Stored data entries
★ ★ ★ ★ ★ ★ ★

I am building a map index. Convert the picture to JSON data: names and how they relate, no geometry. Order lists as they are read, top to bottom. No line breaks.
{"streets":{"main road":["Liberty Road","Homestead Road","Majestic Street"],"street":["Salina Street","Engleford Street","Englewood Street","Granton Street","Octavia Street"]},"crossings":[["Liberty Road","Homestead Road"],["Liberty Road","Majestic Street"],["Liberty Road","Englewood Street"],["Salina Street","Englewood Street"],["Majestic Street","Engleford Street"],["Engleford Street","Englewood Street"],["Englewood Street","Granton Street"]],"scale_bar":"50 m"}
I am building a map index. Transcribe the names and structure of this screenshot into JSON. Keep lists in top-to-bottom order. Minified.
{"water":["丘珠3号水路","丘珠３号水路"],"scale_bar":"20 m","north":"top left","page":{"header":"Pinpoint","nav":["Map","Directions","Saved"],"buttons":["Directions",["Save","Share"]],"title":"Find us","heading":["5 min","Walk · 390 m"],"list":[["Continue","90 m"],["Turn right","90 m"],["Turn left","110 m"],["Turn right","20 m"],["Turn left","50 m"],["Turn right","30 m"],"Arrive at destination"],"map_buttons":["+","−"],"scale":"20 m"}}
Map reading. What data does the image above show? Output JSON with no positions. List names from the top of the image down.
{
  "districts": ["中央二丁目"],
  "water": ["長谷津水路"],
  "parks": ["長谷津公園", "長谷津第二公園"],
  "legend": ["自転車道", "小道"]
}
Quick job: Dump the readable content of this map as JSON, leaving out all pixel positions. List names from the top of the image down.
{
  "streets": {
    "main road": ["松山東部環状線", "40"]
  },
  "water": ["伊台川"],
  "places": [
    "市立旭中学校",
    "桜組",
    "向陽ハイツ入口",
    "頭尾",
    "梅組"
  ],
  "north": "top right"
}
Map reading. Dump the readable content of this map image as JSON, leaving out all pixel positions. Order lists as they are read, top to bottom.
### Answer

★ ★ ★ ★ ★ ★ ★

* Brief
Extract exactly the lines between the line containing "Map reading. Dump" and the end of the data, including both.

* Worked solution
Map reading. Dump the readable content of this map image as JSON, leaving out all pixel positions. Order lists as they are read, top to bottom.
### Answer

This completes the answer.